Home Technology Autoscaling Kafka Consumers on kubernetes

Autoscaling Kafka Consumers on kubernetes

by riflerrick


Time and again, we come across autoscaling based on web-requests or response-time. Needless to say CPU/Memory and other system metrics(host metrics) based autoscaling has become common-place. In this article we take a deep dive into kafka consumer-group lag-based autoscaling of kafka consumers running in kubernetes.


Usually the main driving factor behind any autoscaling effort is to ensure we run systems with best performance, while simultaneously keeping a tab on costs. Autoscaling especially in the context of app-servers has become even more commonplace after kubernetes came into the scene with its native horizontal pod autoscaler.
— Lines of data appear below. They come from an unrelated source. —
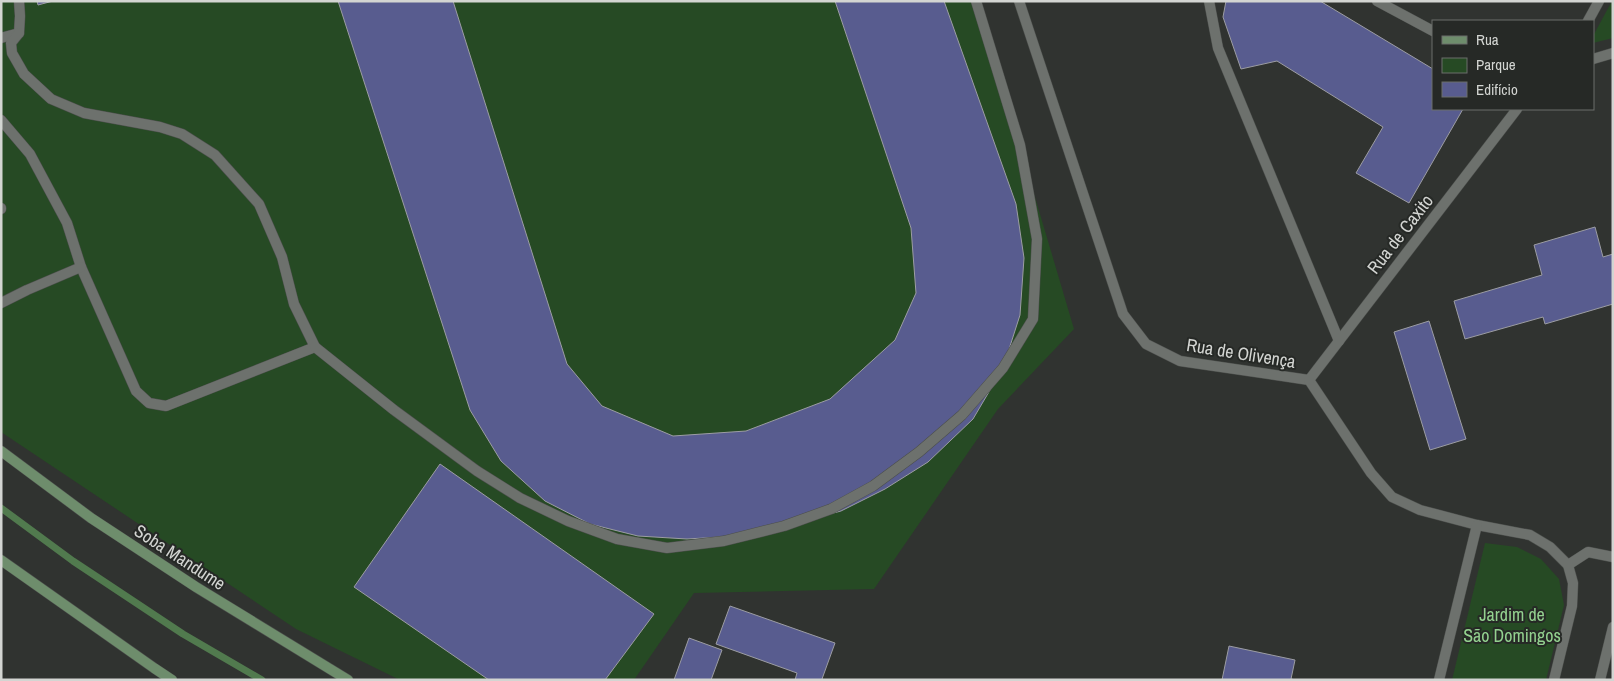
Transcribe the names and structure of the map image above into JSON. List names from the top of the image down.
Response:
{
  "streets": {
    "main road": ["Soba Mandume"],
    "street": ["Rua de Caxito", "Rua de Olivença"]
  },
  "crossings": [
    ["Rua de Caxito", "Rua de Olivença"]
  ],
  "parks": ["Jardim de São Domingos"],
  "legend": ["Rua", "Parque", "Edifício"]
}
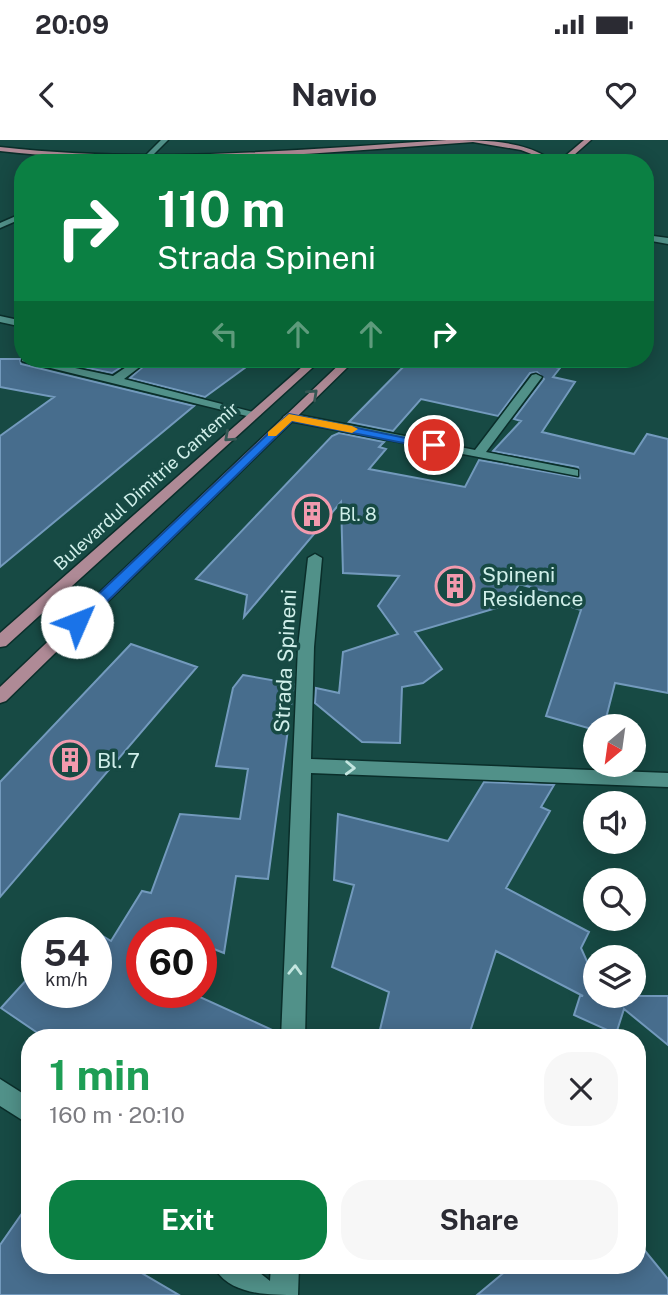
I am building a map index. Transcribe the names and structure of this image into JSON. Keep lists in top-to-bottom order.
{
  "streets": {
    "main road": ["Bulevardul Dimitrie Cantemir"],
    "street": ["Strada Spineni"]
  },
  "one_way": ["Strada Spineni"],
  "places": {
    "building": ["Bl. 8", "Spineni Residence", "Bl. 7"]
  },
  "north": "bottom left",
  "page": {
    "status": "20:09",
    "header": "Navio",
    "turn": ["110 m", "Strada Spineni"],
    "speed": "54 km/h",
    "limit": "60",
    "heading": ["1 min", "160 m · 20:10"],
    "buttons": ["Exit", "Share"]
  }
}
For those unfamiliar, the kubernetes native horizontal pod autoscaler(HPA) enables autoscaling of pods in a given deployment based on just CPU and Memory metrics.

Although the native HPA(with CPU and Memory metrics) would suffice in a lot of the cases, for kafka consumers, we realized we needed more to scale them effectively.
In the context of kafka, message delivery SLAs are very critical. For certain events a delay in the consumption can result in an array of issues from degraded customer experience to delay in order processing to name a few. It is also worth noting that the rate of change of memory and CPU metrics for a kafka-consumer running as a kubernetes pod may not be correlated with the kafka consumer-group lag on the corresponding topic. It is therefore only fitting that we attempt to scale the consumers based on the lag on the consumer-group.
This would address cost optimization without affecting our message delivery SLAs.


Our goal was to essentially arrive at a number of desired consumers given the consumer-group lag. The algorithm used by the kubernetes native HPA is rather well documented. Anyone who has had a decent experience with kubernetes will tell you the way to go about solving such a problem is to use a custom-metrics APIServer and expose a metric(through an API) usable by the kubernetes native HPA. Folks across the kubernetes community have very kindly open-sourced some custom-metrics APIServers that expose selected metrics from selected data sources. However our situation was different. We could not find any implementation that would suit our exact needs. Furthermore preparing an APIServer from scratch for kafka consumer-group lag metric is not only a non-trivial problem but also requires a fair bit of engineering effort to conform to kubernetes specific SLOs and SLAs. We therefore decided to go with a custom controller, effectively a pod that would literally take the responsibility of figuring out the desired consumers of a given consumer-group and scale the corresponding deployment accordingly.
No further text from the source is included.